**Records shown**
------------------------------------

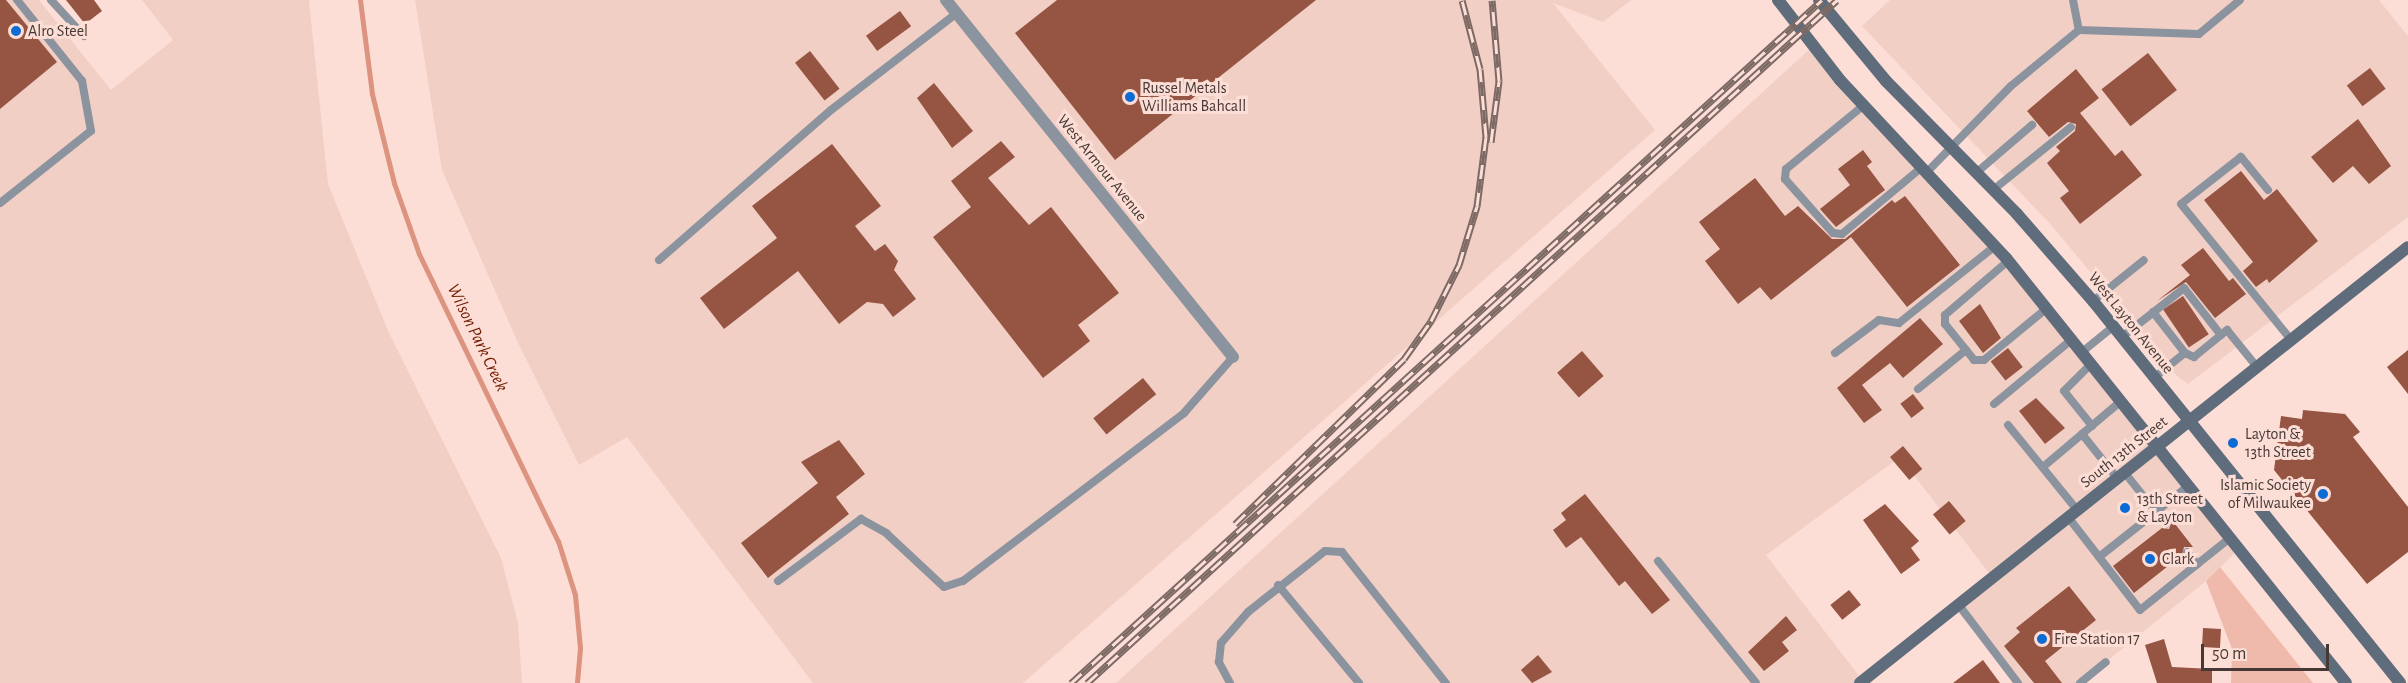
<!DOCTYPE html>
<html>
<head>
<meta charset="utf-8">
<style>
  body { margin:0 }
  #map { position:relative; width:2408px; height:683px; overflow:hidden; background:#fcded6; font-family:"Alegreya Sans",sans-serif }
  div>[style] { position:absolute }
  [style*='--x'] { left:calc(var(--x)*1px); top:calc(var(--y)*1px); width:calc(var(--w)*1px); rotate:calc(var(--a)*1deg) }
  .built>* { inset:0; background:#f2cfc5 }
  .green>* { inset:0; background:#efbaac }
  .stream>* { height:5px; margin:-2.5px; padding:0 2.5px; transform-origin:2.5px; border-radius:2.5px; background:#dc9380 }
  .building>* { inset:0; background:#965442; transform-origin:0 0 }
  .lane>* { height:8px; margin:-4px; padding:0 4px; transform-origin:4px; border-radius:4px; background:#8b939f }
  .street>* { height:12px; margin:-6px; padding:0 6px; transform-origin:6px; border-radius:6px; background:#8b939f }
  .secondary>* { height:12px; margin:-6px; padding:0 6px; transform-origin:6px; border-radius:6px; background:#5f6c7c }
  .rail>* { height:7px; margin-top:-3.5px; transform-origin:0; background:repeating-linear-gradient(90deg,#fcded6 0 14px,#7d6a65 0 28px); box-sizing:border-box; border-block:2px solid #7d6a65 }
  .dots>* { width:16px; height:16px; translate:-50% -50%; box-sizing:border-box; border:3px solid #fcded6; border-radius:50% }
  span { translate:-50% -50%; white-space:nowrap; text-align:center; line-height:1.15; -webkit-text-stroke:6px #fcded6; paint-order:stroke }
  .poi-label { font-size:16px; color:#463834 }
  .left { translate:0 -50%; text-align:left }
  .right { translate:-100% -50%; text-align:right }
  .street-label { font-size:16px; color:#463834 }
  .water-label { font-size:18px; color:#741e05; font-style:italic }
  .scale { position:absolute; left:2201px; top:644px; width:128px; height:27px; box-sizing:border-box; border:3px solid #463834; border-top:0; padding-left:8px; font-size:18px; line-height:21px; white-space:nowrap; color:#463834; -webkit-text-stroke:4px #fcded6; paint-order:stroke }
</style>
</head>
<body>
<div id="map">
  <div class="built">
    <div style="clip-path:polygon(0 0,39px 0,111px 90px,173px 40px,142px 0,309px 0,328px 184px,389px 333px,501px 558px,518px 623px,522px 683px,0 683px)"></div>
    <div style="clip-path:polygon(415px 0,1631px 0,1603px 22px,1553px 3px,1655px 130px,1023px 683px,813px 683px,627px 437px,579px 465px,518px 343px,442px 170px)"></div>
    <div style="clip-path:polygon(1890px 0,2379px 0,2408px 36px,2408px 217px,2188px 384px,2177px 376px,2052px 226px,1862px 26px)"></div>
    <div style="clip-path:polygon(1812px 47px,2006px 258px,2239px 549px,2206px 581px,2080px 683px,2016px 683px,1954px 607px,1992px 577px,1900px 457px,1766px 555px,1863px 681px,1860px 683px,1116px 683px)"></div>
  </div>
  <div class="green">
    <div style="clip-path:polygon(2220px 567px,2313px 683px,2231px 683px,2232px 649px,2206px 581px)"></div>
  </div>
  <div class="stream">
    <div style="--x:360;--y:0;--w:95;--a:82.7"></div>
    <div style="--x:372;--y:94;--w:92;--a:76.1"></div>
    <div style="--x:394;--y:183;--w:75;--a:70.6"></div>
    <div style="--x:419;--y:254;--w:319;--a:64.2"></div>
    <div style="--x:558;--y:541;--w:57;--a:72.5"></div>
    <div style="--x:575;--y:595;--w:53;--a:84.6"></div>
    <div style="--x:580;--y:648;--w:35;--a:95"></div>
  </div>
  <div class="building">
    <div style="clip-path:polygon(0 0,6px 0,57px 62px,0 109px)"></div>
    <div style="clip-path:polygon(66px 0,94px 0,102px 11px,85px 24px)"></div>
    <div style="clip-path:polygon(1057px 0,1316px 0,1115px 160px,1015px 33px)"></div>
    <div style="left:900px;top:11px;width:19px;height:42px;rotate:54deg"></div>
    <div style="left:810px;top:51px;width:48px;height:19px;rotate:52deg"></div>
    <div style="left:2148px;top:53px;width:47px;height:59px;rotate:52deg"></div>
    <div style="left:2370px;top:68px;width:26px;height:29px;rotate:53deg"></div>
    <div style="clip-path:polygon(2076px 69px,2099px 98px,2080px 113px,2115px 156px,2122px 150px,2142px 175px,2080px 224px,2060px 198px,2069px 191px,2047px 163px,2060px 151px,2056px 147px,2075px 131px,2076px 124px,2068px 122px,2049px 137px,2027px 111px)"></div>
    <div style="clip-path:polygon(934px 83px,973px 131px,952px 148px,917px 98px)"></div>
    <div style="clip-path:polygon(2358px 119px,2391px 166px,2369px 184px,2353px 166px,2333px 183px,2311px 157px)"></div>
    <div style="clip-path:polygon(1001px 141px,1015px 157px,988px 178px,1029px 225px,1051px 207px,1119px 293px,1078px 325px,1090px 341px,1043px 378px,933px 237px,971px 207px,951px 181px)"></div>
    <div style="clip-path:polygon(832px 144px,881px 206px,855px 226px,875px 251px,885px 244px,898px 261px,894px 270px,916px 299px,893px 317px,883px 304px,867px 302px,839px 324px,798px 271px,724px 329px,700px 298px,777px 238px,752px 206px)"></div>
    <div style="clip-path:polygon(1863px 150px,1872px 162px,1867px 166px,1885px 190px,1836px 227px,1820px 209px,1850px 185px,1838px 169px)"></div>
    <div style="clip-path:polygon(2241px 171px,2264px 200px,2277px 189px,2318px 241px,2269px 283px,2267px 279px,2256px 287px,2243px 271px,2253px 262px,2204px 200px)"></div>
    <div style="clip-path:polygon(1755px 178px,1785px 216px,1798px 206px,1832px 239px,1845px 239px,1892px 200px,1895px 203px,1905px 196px,1960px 265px,1907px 307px,1851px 237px,1771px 300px,1760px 287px,1738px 304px,1705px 261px,1720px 249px,1699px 222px)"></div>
    <div style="clip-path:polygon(2203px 248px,2229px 281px,2233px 278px,2246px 294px,2215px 318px,2186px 282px,2157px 301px,2190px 275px,2181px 265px)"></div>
    <div style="left:2183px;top:296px;width:46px;height:24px;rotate:56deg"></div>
    <div style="clip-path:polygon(1980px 304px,2001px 338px,1983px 353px,1959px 321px)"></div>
    <div style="clip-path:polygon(1920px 318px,1943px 344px,1903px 378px,1890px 363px,1862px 385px,1882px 410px,1864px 423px,1837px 388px)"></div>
    <div style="left:2008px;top:348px;width:24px;height:22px;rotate:52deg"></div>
    <div style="clip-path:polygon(2408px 350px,2408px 394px,2387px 367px)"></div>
    <div style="left:1582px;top:351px;width:33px;height:33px;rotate:49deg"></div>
    <div style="left:1143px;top:378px;width:21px;height:64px;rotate:51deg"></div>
    <div style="left:1913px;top:394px;width:18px;height:16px;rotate:52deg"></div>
    <div style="clip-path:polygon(2036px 398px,2065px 428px,2045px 444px,2019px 411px)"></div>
    <div style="clip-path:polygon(2303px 410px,2345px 414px,2360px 432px,2353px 437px,2408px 507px,2408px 552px,2367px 584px,2274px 470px,2281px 416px,2302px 419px)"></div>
    <div style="clip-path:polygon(839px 440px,865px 474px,836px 497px,849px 514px,768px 578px,741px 543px,818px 483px,801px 462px)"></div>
    <div style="left:1903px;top:446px;width:30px;height:17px;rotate:50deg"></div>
    <div style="clip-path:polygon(1585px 494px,1670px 600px,1652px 614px,1625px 581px,1619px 586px,1581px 537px,1566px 548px,1553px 530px,1566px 520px,1561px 513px)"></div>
    <div style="left:1949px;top:501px;width:26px;height:21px;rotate:50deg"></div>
    <div style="clip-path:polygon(1885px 504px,1919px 541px,1911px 548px,1920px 560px,1901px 574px,1863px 520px)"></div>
    <div style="clip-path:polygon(2172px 520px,2193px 547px,2184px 547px,2182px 555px,2134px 593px,2113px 566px,2162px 528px,2169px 529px)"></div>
    <div style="clip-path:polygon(2069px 586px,2096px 620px,2045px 661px,2062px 683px,2034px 683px,2004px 646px,2020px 632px,2016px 628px)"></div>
    <div style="left:1849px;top:590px;width:19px;height:24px;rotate:51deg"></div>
    <div style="clip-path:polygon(1786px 616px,1797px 630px,1782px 642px,1789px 651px,1764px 671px,1748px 652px)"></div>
    <div style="left:2203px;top:628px;width:18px;height:19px;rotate:3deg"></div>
    <div style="clip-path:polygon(2164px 639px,2172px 667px,2212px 669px,2212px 683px,2157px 683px,2145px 645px)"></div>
    <div style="clip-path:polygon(1538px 655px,1552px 672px,1532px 683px,1521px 670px)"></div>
    <div style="clip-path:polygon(1983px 660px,2000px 683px,1953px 683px)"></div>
  </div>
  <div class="lane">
    <div style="--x:51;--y:0;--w:49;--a:47.5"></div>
    <div style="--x:2073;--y:0;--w:31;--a:79"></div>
    <div style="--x:1864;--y:105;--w:101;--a:140.6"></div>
    <div style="--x:1786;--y:169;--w:10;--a:96"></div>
    <div style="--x:1785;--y:179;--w:72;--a:48.4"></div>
    <div style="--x:1833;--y:233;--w:9;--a:6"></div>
    <div style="--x:1842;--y:234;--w:104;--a:-39.9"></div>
    <div style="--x:1927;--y:172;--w:120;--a:-45.7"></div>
    <div style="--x:2011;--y:86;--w:88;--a:-39.5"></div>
    <div style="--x:2079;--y:30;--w:120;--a:1.9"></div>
    <div style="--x:2199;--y:34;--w:53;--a:-39.7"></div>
    <div style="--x:1976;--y:173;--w:74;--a:-40.6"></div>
    <div style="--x:1993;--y:190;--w:100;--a:-38.9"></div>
    <div style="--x:2268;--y:190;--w:43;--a:-129.3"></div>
    <div style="--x:2241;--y:157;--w:76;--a:141.9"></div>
    <div style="--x:2181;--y:204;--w:175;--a:51"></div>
    <div style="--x:0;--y:203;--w:116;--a:-38.4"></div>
    <div style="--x:91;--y:131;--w:51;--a:-100.2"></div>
    <div style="--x:82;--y:81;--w:104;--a:-128.7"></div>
    <div style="--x:659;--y:260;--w:228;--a:-41.1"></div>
    <div style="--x:831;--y:110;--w:159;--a:-37.6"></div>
    <div style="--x:2008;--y:261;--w:83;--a:139.4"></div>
    <div style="--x:1945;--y:315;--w:9;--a:90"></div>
    <div style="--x:1945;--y:324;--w:33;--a:51"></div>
    <div style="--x:1966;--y:350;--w:13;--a:51"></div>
    <div style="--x:1974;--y:360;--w:10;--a:0"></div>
    <div style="--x:1984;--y:360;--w:82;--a:-39.5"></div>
    <div style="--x:2093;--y:301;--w:65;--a:-38.8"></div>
    <div style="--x:2153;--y:312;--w:52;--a:52"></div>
    <div style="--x:2185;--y:353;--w:10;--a:24"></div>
    <div style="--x:2194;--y:357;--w:43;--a:-39.3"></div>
    <div style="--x:2227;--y:330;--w:48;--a:51"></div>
    <div style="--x:2122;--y:337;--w:79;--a:-38.3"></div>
    <div style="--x:2184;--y:288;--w:60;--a:51.8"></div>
    <div style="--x:2082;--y:352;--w:41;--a:-39.1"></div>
    <div style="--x:1835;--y:353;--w:55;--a:-36.9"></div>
    <div style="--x:1879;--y:320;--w:20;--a:9"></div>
    <div style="--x:1899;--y:323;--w:123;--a:-38.7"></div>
    <div style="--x:2091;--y:364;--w:38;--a:135"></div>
    <div style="--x:2064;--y:391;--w:45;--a:51.3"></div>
    <div style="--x:2155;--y:377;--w:38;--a:-39"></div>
    <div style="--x:1918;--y:389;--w:62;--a:-39.1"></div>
    <div style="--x:1994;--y:404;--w:100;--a:-39.7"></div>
    <div style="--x:2008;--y:425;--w:109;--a:50.9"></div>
    <div style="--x:2082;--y:434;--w:51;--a:-40.2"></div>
    <div style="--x:2043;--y:467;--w:51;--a:-40.2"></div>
    <div style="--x:2082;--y:434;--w:56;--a:51.5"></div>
    <div style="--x:2068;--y:517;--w:51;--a:52.2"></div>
    <div style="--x:2099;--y:557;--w:73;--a:-38.3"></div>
    <div style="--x:2156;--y:512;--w:50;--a:-128.5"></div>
    <div style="--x:2166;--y:524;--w:16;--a:-130"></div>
    <div style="--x:2156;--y:512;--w:43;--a:-39.3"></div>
    <div style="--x:2187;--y:552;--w:16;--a:50"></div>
    <div style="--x:2099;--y:557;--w:67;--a:52.3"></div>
    <div style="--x:2140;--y:610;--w:115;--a:-38.7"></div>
    <div style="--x:1658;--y:561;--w:156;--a:51.2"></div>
    <div style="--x:778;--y:581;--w:104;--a:-36.8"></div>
    <div style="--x:861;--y:519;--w:29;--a:29"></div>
    <div style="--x:886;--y:533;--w:79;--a:43"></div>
    <div style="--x:944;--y:587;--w:20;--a:-18"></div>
    <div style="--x:963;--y:581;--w:278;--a:-37.2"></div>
    <div style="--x:1184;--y:413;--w:74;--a:-48.8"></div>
    <div style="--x:1278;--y:585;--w:127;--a:50.4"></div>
    <div style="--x:1958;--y:604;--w:99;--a:52.8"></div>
    <div style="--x:1230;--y:683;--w:24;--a:-118"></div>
    <div style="--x:1219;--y:662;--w:19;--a:-84"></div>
    <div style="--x:1221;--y:643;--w:41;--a:-48.9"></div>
    <div style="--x:1248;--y:612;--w:98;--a:-38.4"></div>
    <div style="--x:1325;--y:551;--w:17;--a:3"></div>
    <div style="--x:1342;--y:552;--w:167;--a:51.6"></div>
    <div style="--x:2080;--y:683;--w:33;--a:-39"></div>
  </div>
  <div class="street">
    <div style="--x:946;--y:0;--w:458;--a:51.2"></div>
  </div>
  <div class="secondary">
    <div style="--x:1778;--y:0;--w:101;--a:52.2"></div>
    <div style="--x:1840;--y:80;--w:243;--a:47"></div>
    <div style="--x:2006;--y:258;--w:544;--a:51.34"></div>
    <div style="--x:1819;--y:0;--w:105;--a:50.4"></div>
    <div style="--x:1886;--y:81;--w:187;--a:45.4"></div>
    <div style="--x:2017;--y:214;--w:116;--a:48.9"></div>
    <div style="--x:2093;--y:301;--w:490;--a:51.2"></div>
    <div style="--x:1860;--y:683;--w:700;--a:-38.51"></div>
  </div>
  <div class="rail">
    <div style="--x:1491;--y:142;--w:62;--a:-82.5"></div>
    <div style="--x:1499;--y:81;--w:81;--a:-94.9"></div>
    <div style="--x:1235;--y:524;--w:236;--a:-44.3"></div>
    <div style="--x:1404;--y:359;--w:47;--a:-54.6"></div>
    <div style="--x:1431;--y:321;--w:63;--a:-63.4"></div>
    <div style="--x:1459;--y:265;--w:62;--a:-73"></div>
    <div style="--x:1477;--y:206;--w:70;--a:-82.6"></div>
    <div style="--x:1486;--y:137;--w:68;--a:-95"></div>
    <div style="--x:1480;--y:69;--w:71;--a:-104.6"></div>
    <div style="--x:1071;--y:683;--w:1015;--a:-42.29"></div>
    <div style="--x:1087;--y:683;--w:1014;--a:-42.32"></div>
  </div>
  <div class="dots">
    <div style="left:16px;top:31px;background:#0d6cd4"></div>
    <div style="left:1130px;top:97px;background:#0d6cd4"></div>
    <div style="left:2233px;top:443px;background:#0d6cd4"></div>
    <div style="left:2323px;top:494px;background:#0d6cd4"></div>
    <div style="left:2125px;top:508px;background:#0d6cd4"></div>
    <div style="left:2150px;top:559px;background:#0d6cd4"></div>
    <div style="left:2042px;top:639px;background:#0d6cd4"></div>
  </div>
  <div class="poi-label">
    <span class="left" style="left:28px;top:31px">Alro Steel</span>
    <span class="left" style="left:1142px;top:97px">Russel Metals<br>Williams Bahcall</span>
    <span class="left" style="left:2245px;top:443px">Layton &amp;<br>13th Street</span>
    <span class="right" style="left:2311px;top:494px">Islamic Society<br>of Milwaukee</span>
    <span class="left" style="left:2137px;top:508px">13th Street<br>&amp; Layton</span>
    <span class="left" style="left:2162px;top:559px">Clark</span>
    <span class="left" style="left:2054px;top:639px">Fire Station 17</span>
  </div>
  <div class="street-label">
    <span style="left:1102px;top:168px;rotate:51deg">West Armour Avenue</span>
    <span style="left:2131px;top:323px;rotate:51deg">West Layton Avenue</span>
    <span style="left:2124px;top:452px;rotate:-38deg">South 13th Street</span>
  </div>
  <div class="water-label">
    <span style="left:477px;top:338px;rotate:64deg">Wilson Park Creek</span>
  </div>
  <div class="scale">50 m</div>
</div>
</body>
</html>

------------------------------------

**Required work**
Starting with the first line of the material above and ending with the line that holds "height:5px; margin:-2.5px; padding:0", write out those lines exactly, without pictures.

**The answer**
<!DOCTYPE html>
<html>
<head>
<meta charset="utf-8">
<style>
  body { margin:0 }
  #map { position:relative; width:2408px; height:683px; overflow:hidden; background:#fcded6; font-family:"Alegreya Sans",sans-serif }
  div>[style] { position:absolute }
  [style*='--x'] { left:calc(var(--x)*1px); top:calc(var(--y)*1px); width:calc(var(--w)*1px); rotate:calc(var(--a)*1deg) }
  .built>* { inset:0; background:#f2cfc5 }
  .green>* { inset:0; background:#efbaac }
  .stream>* { height:5px; margin:-2.5px; padding:0 2.5px; transform-origin:2.5px; border-radius:2.5px; background:#dc9380 }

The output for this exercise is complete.